WHAT IS REQUIRED:
Copy word for word, please, the lines of the entries below running from the one containing "Task: Read the" to the one containing "Input: one rendered", both ends included.

RECORD SET:
────────────────────────────────────────
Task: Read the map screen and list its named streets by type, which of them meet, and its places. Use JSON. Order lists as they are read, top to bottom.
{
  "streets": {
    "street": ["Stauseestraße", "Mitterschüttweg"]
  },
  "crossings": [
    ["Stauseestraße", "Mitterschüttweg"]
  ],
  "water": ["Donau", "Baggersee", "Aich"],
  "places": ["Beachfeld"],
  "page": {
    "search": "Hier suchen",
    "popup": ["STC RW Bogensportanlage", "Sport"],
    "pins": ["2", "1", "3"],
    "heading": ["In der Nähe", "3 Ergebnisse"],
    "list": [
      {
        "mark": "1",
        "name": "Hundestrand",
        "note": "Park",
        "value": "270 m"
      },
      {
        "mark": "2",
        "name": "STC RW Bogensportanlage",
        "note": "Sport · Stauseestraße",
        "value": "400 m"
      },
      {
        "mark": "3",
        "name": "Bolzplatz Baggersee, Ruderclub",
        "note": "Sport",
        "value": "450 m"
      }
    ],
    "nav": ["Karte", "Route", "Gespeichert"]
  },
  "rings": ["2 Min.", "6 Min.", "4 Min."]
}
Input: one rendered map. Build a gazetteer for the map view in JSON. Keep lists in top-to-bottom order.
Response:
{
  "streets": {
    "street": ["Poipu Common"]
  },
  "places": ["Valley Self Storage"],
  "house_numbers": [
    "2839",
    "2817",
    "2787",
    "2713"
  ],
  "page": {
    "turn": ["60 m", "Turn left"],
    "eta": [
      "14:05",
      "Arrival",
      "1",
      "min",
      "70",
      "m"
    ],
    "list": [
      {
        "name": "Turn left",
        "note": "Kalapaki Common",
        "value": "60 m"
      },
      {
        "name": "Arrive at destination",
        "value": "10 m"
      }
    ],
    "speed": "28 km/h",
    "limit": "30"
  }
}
────────────────────────────────────────
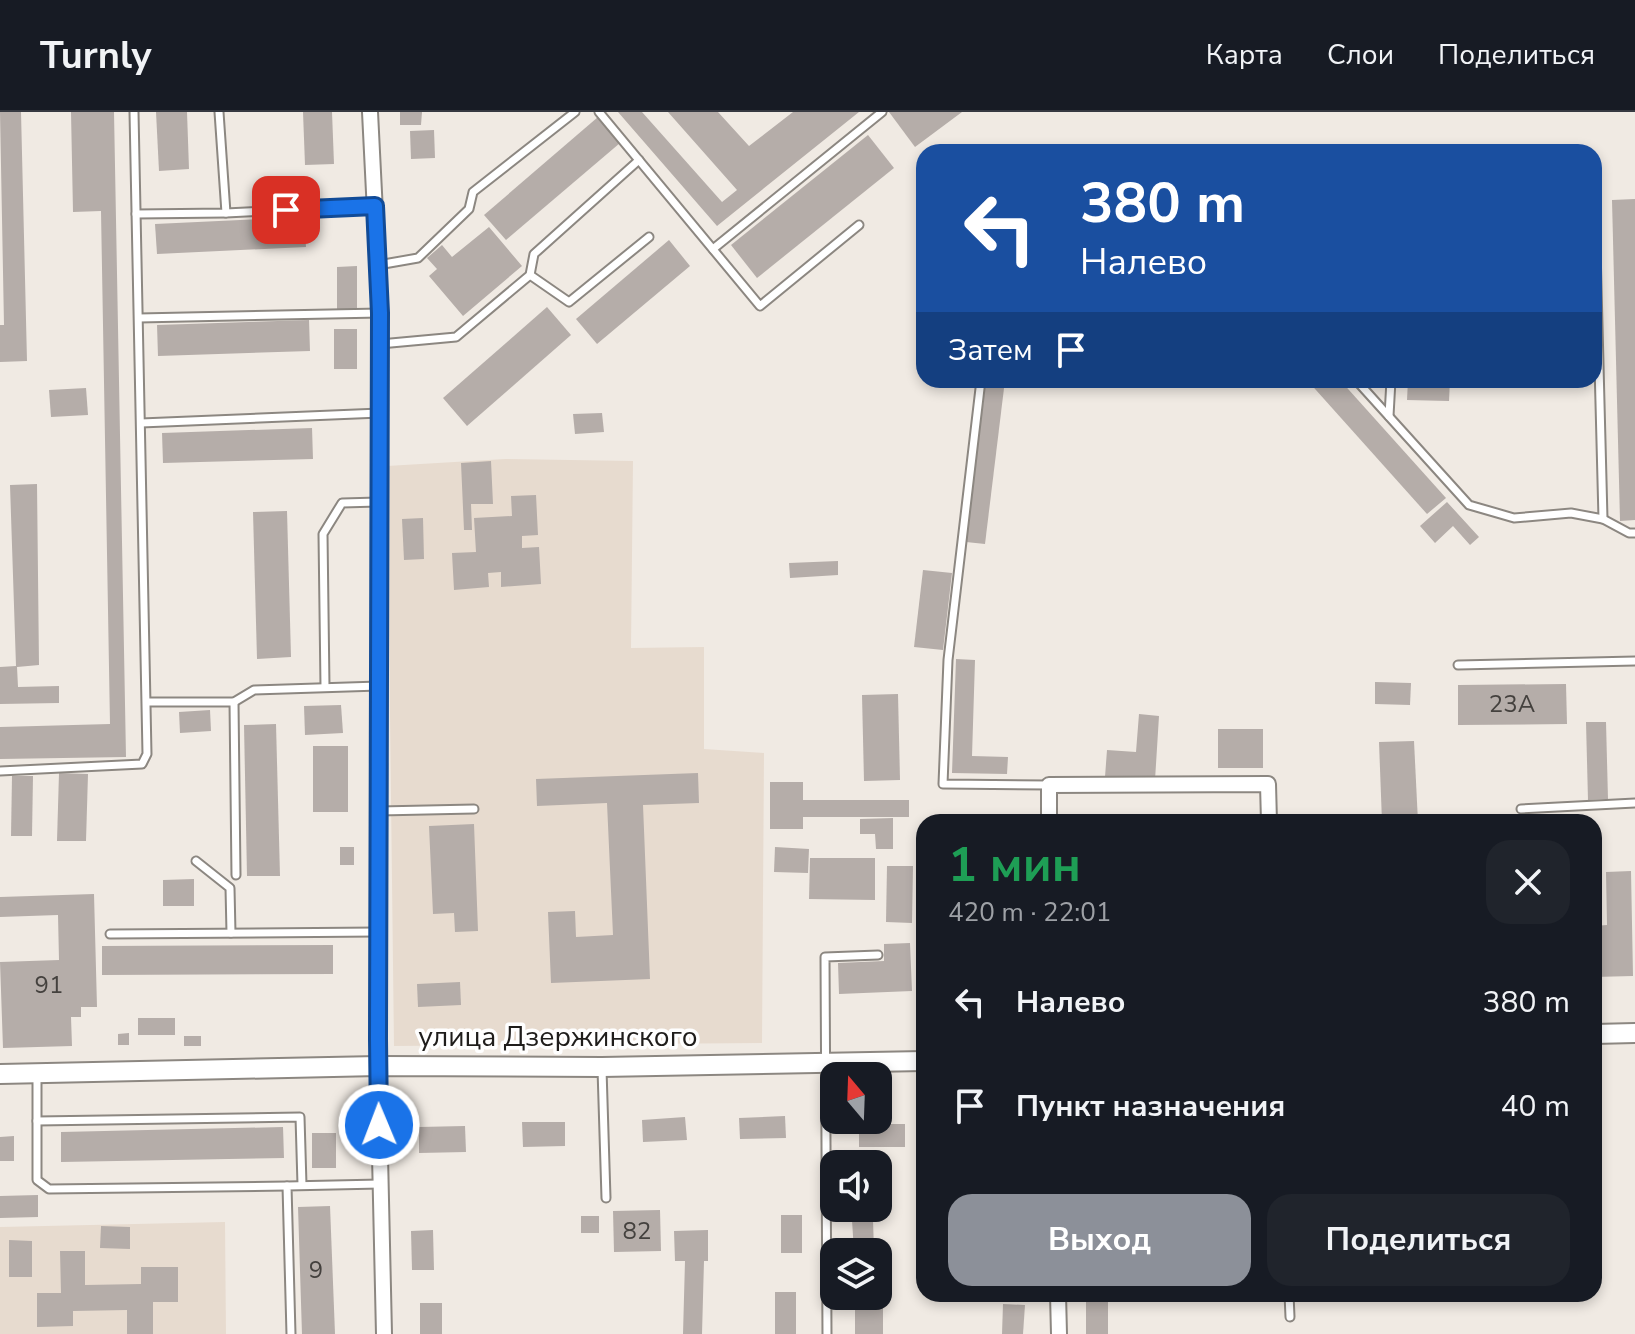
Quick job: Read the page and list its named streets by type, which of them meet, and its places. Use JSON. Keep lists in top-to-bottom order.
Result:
────────────────────────────────────────
ANSWER TO THE EXERCISE:
Task: Read the map screen and list its named streets by type, which of them meet, and its places. Use JSON. Order lists as they are read, top to bottom.
{
  "streets": {
    "street": ["Stauseestraße", "Mitterschüttweg"]
  },
  "crossings": [
    ["Stauseestraße", "Mitterschüttweg"]
  ],
  "water": ["Donau", "Baggersee", "Aich"],
  "places": ["Beachfeld"],
  "page": {
    "search": "Hier suchen",
    "popup": ["STC RW Bogensportanlage", "Sport"],
    "pins": ["2", "1", "3"],
    "heading": ["In der Nähe", "3 Ergebnisse"],
    "list": [
      {
        "mark": "1",
        "name": "Hundestrand",
        "note": "Park",
        "value": "270 m"
      },
      {
        "mark": "2",
        "name": "STC RW Bogensportanlage",
        "note": "Sport · Stauseestraße",
        "value": "400 m"
      },
      {
        "mark": "3",
        "name": "Bolzplatz Baggersee, Ruderclub",
        "note": "Sport",
        "value": "450 m"
      }
    ],
    "nav": ["Karte", "Route", "Gespeichert"]
  },
  "rings": ["2 Min.", "6 Min.", "4 Min."]
}
Input: one rendered map. Build a gazetteer for the map view in JSON. Keep lists in top-to-bottom order.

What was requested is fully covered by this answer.